AU MOMENT OU ce papier est écrit (fin avril 2005) le gouvernement prépare un projet de loi sur la prévention des violences. Parmi celles-ci, les mariages forcés. À ce propos Le Monde du 27 avril 2005 écrit : « Les mariages forcés sont surtout développées dans les communautés issues du Mali, de la Mauritanie et du Sénégal. Les associations évaluent à plus de 70 000 le nombre de jeunes femmes mineures et majeures concernées. » En vigilant Pénombrien je me demande comment ce chiffre a été obtenu, mais surtout ce qu’il est censé signifier. Car que sont des « personnes concernées par un phénomène » ? Il y a 60 millions de Français concernés par la mort, va-t-on s’en alarmer ? S’agit-il de femmes qui subissent ou ont subi ce type de mariage ou de femmes qui risquent d’y être confrontées ? Ou encore de femmes qui ont été mariées de force ou des nouvelles mariées de force chaque année, autrement dit, de stocks ou de flux, comme disent les gestionnaires et les statisticiens, ce qui n’est pas du tout la même chose ?

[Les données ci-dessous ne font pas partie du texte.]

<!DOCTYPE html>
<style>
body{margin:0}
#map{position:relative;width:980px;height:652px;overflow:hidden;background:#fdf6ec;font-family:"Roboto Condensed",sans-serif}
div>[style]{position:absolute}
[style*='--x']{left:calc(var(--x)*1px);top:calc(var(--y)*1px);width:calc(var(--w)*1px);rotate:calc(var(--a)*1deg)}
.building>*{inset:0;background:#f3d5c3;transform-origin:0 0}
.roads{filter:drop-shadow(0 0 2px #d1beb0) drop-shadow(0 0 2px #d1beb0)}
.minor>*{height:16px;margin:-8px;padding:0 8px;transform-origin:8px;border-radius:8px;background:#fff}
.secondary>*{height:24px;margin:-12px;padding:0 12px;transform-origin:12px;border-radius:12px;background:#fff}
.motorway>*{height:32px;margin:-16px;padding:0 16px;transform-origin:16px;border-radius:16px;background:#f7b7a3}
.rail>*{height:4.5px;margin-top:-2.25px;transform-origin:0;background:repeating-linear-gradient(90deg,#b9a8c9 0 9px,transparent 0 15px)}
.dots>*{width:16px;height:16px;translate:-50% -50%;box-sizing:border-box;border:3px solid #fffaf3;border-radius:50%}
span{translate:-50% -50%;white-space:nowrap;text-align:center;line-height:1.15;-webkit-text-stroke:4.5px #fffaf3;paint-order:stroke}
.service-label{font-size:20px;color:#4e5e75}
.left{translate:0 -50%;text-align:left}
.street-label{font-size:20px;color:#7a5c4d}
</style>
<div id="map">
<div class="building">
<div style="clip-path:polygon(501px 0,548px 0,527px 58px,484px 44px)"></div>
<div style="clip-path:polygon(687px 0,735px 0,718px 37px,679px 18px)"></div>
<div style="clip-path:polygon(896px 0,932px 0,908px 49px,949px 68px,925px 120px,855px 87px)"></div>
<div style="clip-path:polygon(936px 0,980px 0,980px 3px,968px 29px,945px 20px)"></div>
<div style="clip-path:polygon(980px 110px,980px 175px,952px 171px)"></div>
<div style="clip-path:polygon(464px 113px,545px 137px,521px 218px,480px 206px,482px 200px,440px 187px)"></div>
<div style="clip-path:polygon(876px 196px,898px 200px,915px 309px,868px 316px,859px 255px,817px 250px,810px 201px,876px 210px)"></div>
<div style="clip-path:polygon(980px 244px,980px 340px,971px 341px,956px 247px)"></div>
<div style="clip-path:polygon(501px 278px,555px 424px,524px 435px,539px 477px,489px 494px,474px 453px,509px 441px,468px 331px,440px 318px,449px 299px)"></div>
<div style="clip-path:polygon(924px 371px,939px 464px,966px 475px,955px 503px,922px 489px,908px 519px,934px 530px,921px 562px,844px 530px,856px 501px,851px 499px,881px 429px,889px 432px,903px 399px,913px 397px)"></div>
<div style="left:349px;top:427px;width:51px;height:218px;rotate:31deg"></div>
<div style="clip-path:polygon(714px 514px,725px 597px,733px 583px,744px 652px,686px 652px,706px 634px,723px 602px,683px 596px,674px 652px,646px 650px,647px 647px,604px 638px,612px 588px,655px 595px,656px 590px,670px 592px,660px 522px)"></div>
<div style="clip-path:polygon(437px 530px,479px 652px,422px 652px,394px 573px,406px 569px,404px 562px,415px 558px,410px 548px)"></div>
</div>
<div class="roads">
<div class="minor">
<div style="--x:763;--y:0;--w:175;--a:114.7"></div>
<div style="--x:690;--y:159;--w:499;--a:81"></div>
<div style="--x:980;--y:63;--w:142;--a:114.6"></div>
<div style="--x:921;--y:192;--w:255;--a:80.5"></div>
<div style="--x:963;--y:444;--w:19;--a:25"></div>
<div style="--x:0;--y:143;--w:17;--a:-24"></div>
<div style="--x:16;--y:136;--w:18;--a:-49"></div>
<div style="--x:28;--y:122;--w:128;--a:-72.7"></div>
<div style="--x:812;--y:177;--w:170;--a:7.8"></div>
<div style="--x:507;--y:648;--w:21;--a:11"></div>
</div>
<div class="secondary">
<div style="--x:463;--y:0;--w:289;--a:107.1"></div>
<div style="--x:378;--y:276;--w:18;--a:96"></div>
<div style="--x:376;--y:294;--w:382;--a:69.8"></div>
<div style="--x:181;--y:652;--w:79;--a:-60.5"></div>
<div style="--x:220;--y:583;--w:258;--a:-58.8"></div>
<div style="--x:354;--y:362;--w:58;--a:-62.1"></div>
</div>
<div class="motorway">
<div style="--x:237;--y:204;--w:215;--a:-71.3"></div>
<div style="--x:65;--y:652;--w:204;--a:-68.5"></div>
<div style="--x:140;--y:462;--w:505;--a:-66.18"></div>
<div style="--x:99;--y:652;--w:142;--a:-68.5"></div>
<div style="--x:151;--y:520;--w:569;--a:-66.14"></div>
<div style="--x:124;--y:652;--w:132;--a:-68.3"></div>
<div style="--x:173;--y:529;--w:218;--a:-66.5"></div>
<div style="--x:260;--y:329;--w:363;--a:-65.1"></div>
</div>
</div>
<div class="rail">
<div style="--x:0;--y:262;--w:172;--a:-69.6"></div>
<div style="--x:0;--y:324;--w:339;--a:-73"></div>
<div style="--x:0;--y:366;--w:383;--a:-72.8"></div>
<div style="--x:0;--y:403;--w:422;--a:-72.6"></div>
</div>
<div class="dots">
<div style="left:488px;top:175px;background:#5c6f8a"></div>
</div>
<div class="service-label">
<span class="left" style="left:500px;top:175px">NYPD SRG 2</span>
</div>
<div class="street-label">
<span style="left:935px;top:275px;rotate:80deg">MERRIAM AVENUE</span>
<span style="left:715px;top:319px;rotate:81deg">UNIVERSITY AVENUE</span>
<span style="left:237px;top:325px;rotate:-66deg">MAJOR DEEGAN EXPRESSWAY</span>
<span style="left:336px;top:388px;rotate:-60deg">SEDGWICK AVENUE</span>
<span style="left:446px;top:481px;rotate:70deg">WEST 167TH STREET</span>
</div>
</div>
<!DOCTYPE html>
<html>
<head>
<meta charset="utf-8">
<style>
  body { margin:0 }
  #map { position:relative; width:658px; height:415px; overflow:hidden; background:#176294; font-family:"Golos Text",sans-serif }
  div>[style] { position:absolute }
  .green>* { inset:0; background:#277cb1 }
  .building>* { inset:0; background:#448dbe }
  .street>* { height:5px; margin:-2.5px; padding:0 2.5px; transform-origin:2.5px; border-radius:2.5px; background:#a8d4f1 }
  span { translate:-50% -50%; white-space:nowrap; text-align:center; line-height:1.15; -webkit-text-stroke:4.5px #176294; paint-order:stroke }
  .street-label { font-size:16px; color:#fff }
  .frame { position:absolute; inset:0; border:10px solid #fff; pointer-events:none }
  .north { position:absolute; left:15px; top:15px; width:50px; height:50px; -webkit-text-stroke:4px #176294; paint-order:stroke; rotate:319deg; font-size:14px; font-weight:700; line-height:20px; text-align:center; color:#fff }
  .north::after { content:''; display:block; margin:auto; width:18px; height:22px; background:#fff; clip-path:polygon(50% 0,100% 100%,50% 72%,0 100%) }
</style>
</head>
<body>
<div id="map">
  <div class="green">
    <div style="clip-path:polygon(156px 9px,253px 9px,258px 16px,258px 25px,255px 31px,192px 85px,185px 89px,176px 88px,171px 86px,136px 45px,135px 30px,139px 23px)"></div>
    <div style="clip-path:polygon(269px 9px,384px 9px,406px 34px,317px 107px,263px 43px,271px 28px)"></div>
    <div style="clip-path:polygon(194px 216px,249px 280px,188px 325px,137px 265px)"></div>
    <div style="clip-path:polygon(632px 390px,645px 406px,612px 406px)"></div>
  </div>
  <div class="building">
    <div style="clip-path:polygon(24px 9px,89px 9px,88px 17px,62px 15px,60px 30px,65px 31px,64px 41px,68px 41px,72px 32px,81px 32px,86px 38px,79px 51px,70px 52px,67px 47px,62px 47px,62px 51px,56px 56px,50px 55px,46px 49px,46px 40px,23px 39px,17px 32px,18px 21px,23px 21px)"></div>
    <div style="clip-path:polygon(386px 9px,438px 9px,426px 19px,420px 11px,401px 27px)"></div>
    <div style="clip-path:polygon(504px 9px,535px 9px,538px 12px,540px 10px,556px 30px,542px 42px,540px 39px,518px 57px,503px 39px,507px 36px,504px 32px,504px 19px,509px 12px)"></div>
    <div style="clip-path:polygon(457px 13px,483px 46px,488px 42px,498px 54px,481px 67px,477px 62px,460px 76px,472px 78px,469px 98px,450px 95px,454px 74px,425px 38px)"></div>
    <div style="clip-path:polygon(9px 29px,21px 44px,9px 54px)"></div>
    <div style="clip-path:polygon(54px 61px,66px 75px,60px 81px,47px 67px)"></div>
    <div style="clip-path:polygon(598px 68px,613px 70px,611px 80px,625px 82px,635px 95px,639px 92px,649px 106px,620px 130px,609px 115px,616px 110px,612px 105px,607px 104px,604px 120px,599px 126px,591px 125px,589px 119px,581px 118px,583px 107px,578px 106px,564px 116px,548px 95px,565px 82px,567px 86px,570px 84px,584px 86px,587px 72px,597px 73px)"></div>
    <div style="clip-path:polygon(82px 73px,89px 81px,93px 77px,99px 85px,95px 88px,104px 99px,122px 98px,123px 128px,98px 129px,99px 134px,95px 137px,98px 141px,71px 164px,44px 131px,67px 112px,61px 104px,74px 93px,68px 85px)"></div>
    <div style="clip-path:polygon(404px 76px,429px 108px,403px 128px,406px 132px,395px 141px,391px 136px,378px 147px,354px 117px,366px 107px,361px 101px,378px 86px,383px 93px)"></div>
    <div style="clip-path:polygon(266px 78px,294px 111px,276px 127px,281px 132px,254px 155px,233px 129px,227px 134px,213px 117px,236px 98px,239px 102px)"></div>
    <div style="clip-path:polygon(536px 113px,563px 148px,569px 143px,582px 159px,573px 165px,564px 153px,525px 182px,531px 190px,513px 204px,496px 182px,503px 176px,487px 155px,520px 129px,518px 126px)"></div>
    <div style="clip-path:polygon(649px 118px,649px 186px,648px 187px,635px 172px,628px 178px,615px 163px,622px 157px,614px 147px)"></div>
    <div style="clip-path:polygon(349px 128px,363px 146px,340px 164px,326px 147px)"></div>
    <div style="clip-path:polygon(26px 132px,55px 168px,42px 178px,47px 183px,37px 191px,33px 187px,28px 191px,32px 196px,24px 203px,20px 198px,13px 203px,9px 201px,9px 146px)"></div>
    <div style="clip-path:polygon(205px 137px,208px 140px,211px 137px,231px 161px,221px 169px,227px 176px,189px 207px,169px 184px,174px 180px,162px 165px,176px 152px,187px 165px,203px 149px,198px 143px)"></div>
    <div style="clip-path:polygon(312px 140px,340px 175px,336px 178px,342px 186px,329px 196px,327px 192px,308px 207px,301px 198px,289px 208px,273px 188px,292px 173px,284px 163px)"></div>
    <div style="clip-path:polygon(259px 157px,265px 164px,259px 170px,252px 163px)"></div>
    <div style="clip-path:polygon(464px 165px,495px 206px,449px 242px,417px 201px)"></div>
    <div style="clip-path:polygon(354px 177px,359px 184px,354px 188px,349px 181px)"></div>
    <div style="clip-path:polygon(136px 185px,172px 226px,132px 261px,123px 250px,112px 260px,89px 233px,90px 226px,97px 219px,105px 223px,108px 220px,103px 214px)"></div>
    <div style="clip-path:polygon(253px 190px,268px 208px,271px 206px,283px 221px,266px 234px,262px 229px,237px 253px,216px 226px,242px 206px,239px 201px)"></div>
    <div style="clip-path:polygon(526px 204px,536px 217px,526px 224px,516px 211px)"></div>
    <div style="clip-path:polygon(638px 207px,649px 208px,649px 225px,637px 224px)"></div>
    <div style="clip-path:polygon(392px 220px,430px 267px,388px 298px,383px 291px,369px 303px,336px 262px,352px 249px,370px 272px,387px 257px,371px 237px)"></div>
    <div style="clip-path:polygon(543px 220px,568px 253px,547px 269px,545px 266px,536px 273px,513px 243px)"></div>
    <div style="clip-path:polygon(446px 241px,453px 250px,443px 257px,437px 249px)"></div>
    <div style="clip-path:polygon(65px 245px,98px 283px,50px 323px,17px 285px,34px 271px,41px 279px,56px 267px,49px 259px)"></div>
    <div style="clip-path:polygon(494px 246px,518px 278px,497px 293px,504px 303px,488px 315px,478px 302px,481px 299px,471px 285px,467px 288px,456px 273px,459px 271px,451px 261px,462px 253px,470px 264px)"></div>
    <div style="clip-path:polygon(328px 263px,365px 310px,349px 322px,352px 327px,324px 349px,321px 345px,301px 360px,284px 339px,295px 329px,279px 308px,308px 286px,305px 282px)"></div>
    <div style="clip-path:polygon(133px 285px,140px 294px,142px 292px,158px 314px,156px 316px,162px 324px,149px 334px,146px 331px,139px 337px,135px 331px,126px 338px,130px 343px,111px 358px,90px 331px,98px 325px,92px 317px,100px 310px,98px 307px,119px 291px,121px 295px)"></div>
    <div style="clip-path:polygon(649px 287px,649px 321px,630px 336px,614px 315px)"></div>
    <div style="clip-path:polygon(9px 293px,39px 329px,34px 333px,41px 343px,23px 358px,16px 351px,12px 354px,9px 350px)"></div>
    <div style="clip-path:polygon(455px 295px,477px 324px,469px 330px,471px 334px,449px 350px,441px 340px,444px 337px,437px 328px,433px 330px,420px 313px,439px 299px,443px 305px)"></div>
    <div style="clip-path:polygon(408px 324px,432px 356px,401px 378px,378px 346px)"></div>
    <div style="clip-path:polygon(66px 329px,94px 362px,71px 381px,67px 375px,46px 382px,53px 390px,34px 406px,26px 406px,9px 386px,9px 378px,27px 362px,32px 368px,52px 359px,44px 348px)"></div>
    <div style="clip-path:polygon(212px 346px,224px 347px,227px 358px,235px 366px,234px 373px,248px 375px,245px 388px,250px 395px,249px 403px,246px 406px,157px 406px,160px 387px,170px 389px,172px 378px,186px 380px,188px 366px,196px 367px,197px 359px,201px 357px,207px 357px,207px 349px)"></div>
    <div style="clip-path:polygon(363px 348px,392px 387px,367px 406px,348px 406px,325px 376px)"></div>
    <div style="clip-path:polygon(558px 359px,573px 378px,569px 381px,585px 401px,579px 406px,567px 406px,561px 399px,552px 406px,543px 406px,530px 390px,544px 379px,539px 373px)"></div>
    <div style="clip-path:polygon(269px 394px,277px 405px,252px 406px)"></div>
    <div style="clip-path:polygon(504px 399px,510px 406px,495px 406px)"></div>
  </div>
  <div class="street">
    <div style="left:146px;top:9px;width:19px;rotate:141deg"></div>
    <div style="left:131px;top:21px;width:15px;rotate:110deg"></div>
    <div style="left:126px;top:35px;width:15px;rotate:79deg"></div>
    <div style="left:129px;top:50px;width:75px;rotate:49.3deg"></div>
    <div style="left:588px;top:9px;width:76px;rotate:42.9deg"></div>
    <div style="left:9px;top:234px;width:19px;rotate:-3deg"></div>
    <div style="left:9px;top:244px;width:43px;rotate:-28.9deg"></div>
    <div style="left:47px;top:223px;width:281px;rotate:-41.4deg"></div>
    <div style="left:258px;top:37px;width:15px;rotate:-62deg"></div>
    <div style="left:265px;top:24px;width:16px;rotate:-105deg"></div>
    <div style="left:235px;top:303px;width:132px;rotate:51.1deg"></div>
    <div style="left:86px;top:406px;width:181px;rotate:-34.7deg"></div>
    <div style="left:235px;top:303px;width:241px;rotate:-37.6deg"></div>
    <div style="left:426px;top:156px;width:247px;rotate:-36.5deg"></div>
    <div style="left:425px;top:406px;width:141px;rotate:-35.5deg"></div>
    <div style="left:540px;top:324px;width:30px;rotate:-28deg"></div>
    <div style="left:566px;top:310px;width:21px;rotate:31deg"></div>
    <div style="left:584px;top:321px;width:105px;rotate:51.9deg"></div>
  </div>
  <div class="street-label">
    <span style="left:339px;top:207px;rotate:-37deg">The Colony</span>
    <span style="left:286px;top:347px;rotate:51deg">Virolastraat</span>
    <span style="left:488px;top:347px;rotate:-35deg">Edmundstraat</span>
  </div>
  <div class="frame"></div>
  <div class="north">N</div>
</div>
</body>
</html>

J’ai donc allumé mon moteur de recherche Goût-Gueule. J’ai fini par trouver que le chiffre en question émane du rapport que le Haut Conseil à l’Intégration a remis au Premier ministre le 26 janvier 2003 : « Le contrat et l’intégration » , « rapport réaffirmant les droits individuels des personnes issues de l’immigration »1. On y lit effectivement que : « Selon les chiffres convergents rassemblés par les associations que le HCI a auditionnées, plus de 70 000 adolescentes seraient concernées par des mariages forcés en France ». Je n’en saurai pas plus. Bref, pour une bonne cause, un chiffre qui n’a pas de sens !
Mais je ne suis pas au bout de mon étonnement, car dans ce même rapport il est aussi question de l’excision. Il y est écrit : « L’excision : 35 000 jeunes filles ou femmes seraient mutilées ou menacées d’excision en France. Cette estimation du GAMS est proche de celle du ministère des Affaires sociales, qui évalue que 20 000 femmes et plus de 10 000 fillettes sont concernées ou menacées par une excision sur le territoire français ». Même interrogation ? Qu’est-ce que des personnes concernées ou menacées ? Si je comprends bien, ce chiffre additionne les femmes venues en France et qui avaient été excisées dans leur pays, la France n’étant donc pas responsable, les petites filles qui sont excisées en France, ce qui est justement interdit dans notre pays, et celles qui pourraient l’être mais ne le seront pas, ne fût-ce que par peur de la loi française. Un tel amalgame n’est pas sérieux.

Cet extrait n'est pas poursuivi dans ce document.